Siguiendo la tradición, las distintas actividades de los auxiliares eran más o menos intensas en función de los cuartos de la luna. «Los del exterior», llamados también «los que portan», habían comprendido que el muchacho no demostraría indulgencia alguna con los inútiles y los tramposos. Las mujeres que se encargaban de recoger los frutos perdían menos tiempo en chácharas, y los conductores se detenían con menos frecuencia para beber y discutir en el camino a la aldea. Ardiente exigía más de los pescadores y los hortelanos, que tendían a esforzarse lo mínimo, y él mismo probaba los panes del panadero. Al principio había rechazado los productos que no eran perfectos, a causa de una harina no demasiado buena. Desde aquella intervención, el auxiliar no había vuelto a cometer ese error, e incluso había elaborado pasteles de miel y pasta de almendra, muy apreciados por los artesanos.

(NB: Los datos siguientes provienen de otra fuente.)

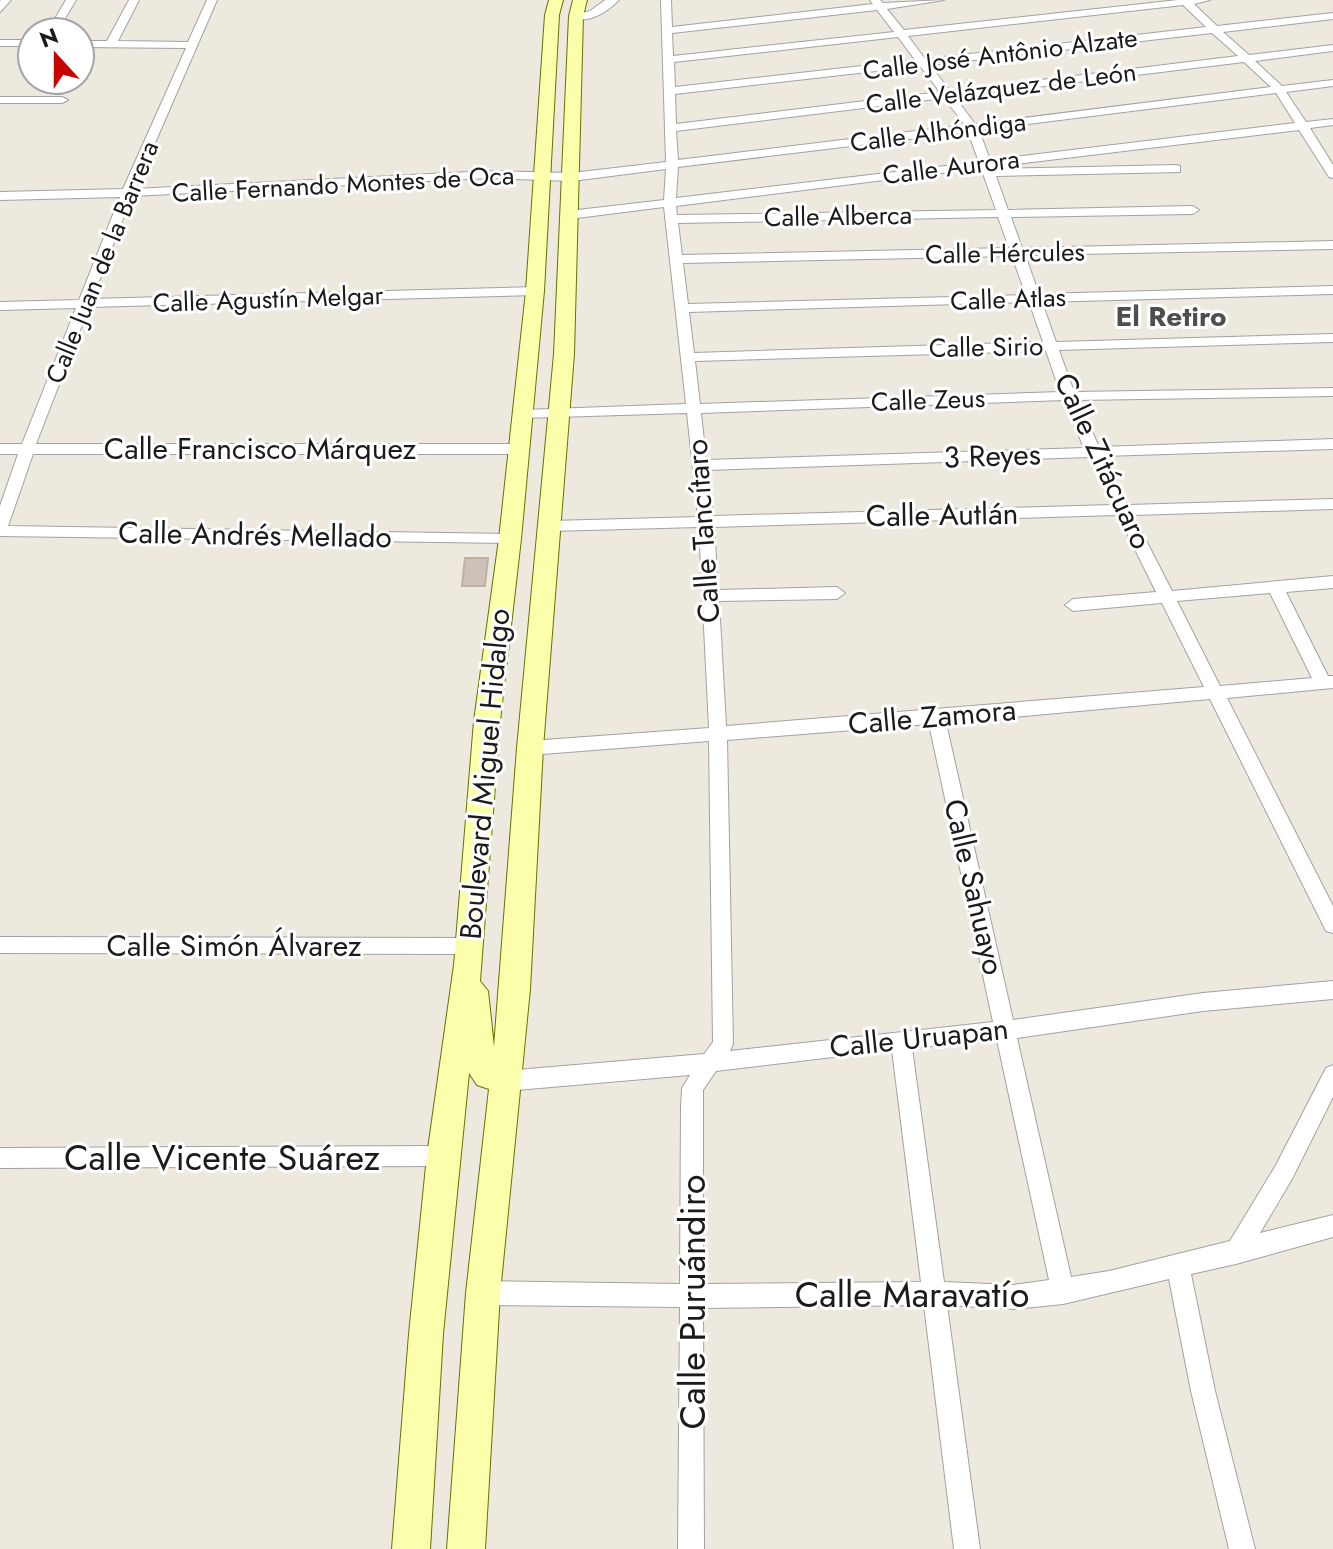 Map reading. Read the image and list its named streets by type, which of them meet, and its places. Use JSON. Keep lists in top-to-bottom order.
{
  "streets": {
    "main road": ["Boulevard Miguel Hidalgo"],
    "street": [
      "Calle José Antônio Alzate",
      "Calle Velázquez de León",
      "Calle Alhóndiga",
      "Calle Aurora",
      "Calle Fernando Montes de Oca",
      "Calle Alberca",
      "Calle Hércules",
      "Calle Juan de la Barrera",
      "Calle Agustín Melgar",
      "Calle Atlas",
      "Calle Sirio",
      "Calle Zeus",
      "Calle Francisco Márquez",
      "3 Reyes",
      "Calle Zitácuaro",
      "Calle Autlán",
      "Calle Tancítaro",
      "Calle Andrés Mellado",
      "Calle Zamora",
      "Calle Sahuayo",
      "Calle Simón Álvarez",
      "Calle Uruapan",
      "Calle Vicente Suárez",
      "Calle Maravatío",
      "Calle Puruándiro"
    ]
  },
  "crossings": [
    ["Calle José Antônio Alzate", "Calle Zitácuaro"],
    ["Calle José Antônio Alzate", "Calle Tancítaro"],
    ["Calle Velázquez de León", "Calle Zitácuaro"],
    ["Calle Velázquez de León", "Calle Tancítaro"],
    ["Calle Alhóndiga", "Calle Fernando Montes de Oca"],
    ["Calle Alhóndiga", "Calle Zitácuaro"],
    ["Calle Alhóndiga", "Calle Tancítaro"],
    ["Calle Alhóndiga", "Boulevard Miguel Hidalgo"],
    ["Calle Aurora", "Calle Alberca"],
    ["Calle Aurora", "Calle Zitácuaro"],
    ["Calle Aurora", "Calle Tancítaro"],
    ["Calle Aurora", "Boulevard Miguel Hidalgo"],
    ["Calle Fernando Montes de Oca", "Calle Juan de la Barrera"],
    ["Calle Fernando Montes de Oca", "Boulevard Miguel Hidalgo"],
    ["Calle Alberca", "Calle Zitácuaro"],
    ["Calle Alberca", "Calle Tancítaro"],
    ["Calle Hércules", "Calle Zitácuaro"],
    ["Calle Hércules", "Calle Tancítaro"],
    ["Calle Juan de la Barrera", "Calle Agustín Melgar"],
    ["Calle Juan de la Barrera", "Calle Francisco Márquez"],
    ["Calle Juan de la Barrera", "Calle Andrés Mellado"],
    ["Calle Agustín Melgar", "Boulevard Miguel Hidalgo"],
    ["Calle Atlas", "Calle Zitácuaro"],
    ["Calle Atlas", "Calle Tancítaro"],
    ["Calle Sirio", "Calle Zitácuaro"],
    ["Calle Sirio", "Calle Tancítaro"],
    ["Calle Zeus", "Calle Zitácuaro"],
    ["Calle Zeus", "Calle Tancítaro"],
    ["Calle Zeus", "Boulevard Miguel Hidalgo"],
    ["Calle Francisco Márquez", "Boulevard Miguel Hidalgo"],
    ["3 Reyes", "Calle Zitácuaro"],
    ["3 Reyes", "Calle Tancítaro"],
    ["Calle Zitácuaro", "Calle Autlán"],
    ["Calle Zitácuaro", "Calle Zamora"],
    ["Calle Autlán", "Calle Tancítaro"],
    ["Calle Autlán", "Boulevard Miguel Hidalgo"],
    ["Calle Tancítaro", "Calle Zamora"],
    ["Calle Tancítaro", "Calle Uruapan"],
    ["Calle Tancítaro", "Calle Puruándiro"],
    ["Calle Andrés Mellado", "Boulevard Miguel Hidalgo"],
    ["Calle Zamora", "Boulevard Miguel Hidalgo"],
    ["Calle Zamora", "Calle Sahuayo"],
    ["Boulevard Miguel Hidalgo", "Calle Simón Álvarez"],
    ["Boulevard Miguel Hidalgo", "Calle Uruapan"],
    ["Boulevard Miguel Hidalgo", "Calle Vicente Suárez"],
    ["Boulevard Miguel Hidalgo", "Calle Maravatío"],
    ["Calle Sahuayo", "Calle Uruapan"],
    ["Calle Sahuayo", "Calle Maravatío"],
    ["Calle Uruapan", "Calle Puruándiro"],
    ["Calle Maravatío", "Calle Puruándiro"]
  ],
  "districts": ["El Retiro"],
  "north": "top"
} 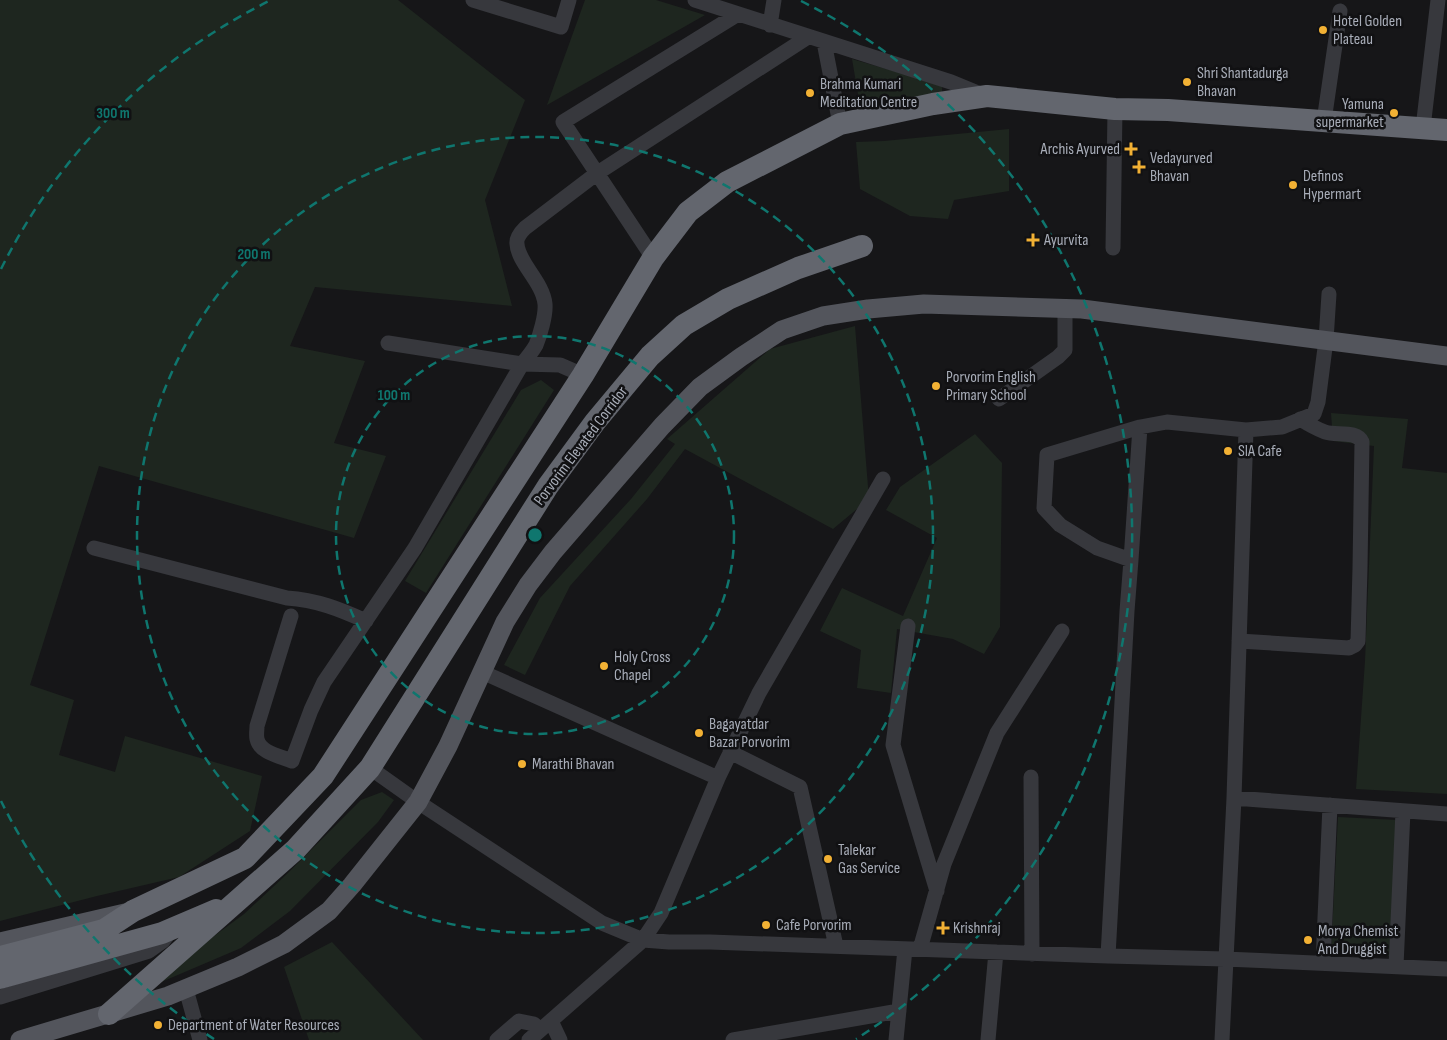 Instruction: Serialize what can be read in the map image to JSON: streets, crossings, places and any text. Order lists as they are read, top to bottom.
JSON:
{
  "streets": {
    "highway": ["Porvorim Elevated Corridor"]
  },
  "places": {
    "other": [
      "Hotel Golden Plateau",
      "Shri Shantadurga Bhavan",
      "Brahma Kumari Meditation Centre",
      "Yamuna supermarket",
      "Definos Hypermart",
      "Porvorim English Primary School",
      "SIA Cafe",
      "Holy Cross Chapel",
      "Bagayatdar Bazar Porvorim",
      "Marathi Bhavan",
      "Talekar Gas Service",
      "Cafe Porvorim",
      "Morya Chemist And Druggist",
      "Department of Water Resources"
    ],
    "health": [
      "Archis Ayurved",
      "Vedayurved Bhavan",
      "Ayurvita",
      "Krishnraj"
    ]
  },
  "rings": ["300 m", "200 m", "100 m"]
}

Ardiente había acompañado a los pastores por las franjas de tierra empapada, junto a las marismas, donde la hierba crecía espesa y el ganado pastaba apaciblemente. Disfrutando de la compañía de aquellos hombres rudos, el joven dormía en una choza de caña, y escuchaba sus quejas; había comprendido su temor a los cocodrilos y a los mosquitos, pero seguía mostrándose inflexible. Pese a sus dificultades, no debían pasar el día tocando la flauta y dormitando junto a los perros, sino que debían aprovisionar el Lugar de Verdad de acuerdo con sus contratos. Tras los primeros contactos, más bien acerbos, la simpatía había prevalecido y Ardiente se había hecho escuchar.

Sin embargo, al dirigirse hacia la carnicería al aire libre, el muchacho sabía que probablemente fracasaría con el carnicero.

Des, el jefe carnicero, llevaba el pelo corto e iba ataviado con un taparrabos de cuero, del que colgaban un cuchillo y una piedra de amolar. Había dejado de trabajar, mientras sus ayudantes desplumaban ocas y patos antes de vaciarlos, salarlos y colgarlos de una larga pértiga o meterlos en conserva en grandes jarras.

–Salud, Des. ¿Estás enfermo?

–Estoy descansando. ¿Te molesta?

–Esta mañana te han entregado una gacela y un buey. Las marmitas están listas, sólo esperan los pedazos de carne que tú debías cortar.

–Me duelen las manos.

–Enséñamelas.

–Ah, pero ¿eres médico?

–Enséñamelas de todos modos.

–Si quieres carne, córtala tú mismo.

Ardiente cogió el cuchillo de sílex de un asistente y cortó la pata anterior izquierda del buey, de acuerdo con las prescripciones rituales. De este modo, el animal sacrificado ofrecía toda su energía a quienes lo consumían.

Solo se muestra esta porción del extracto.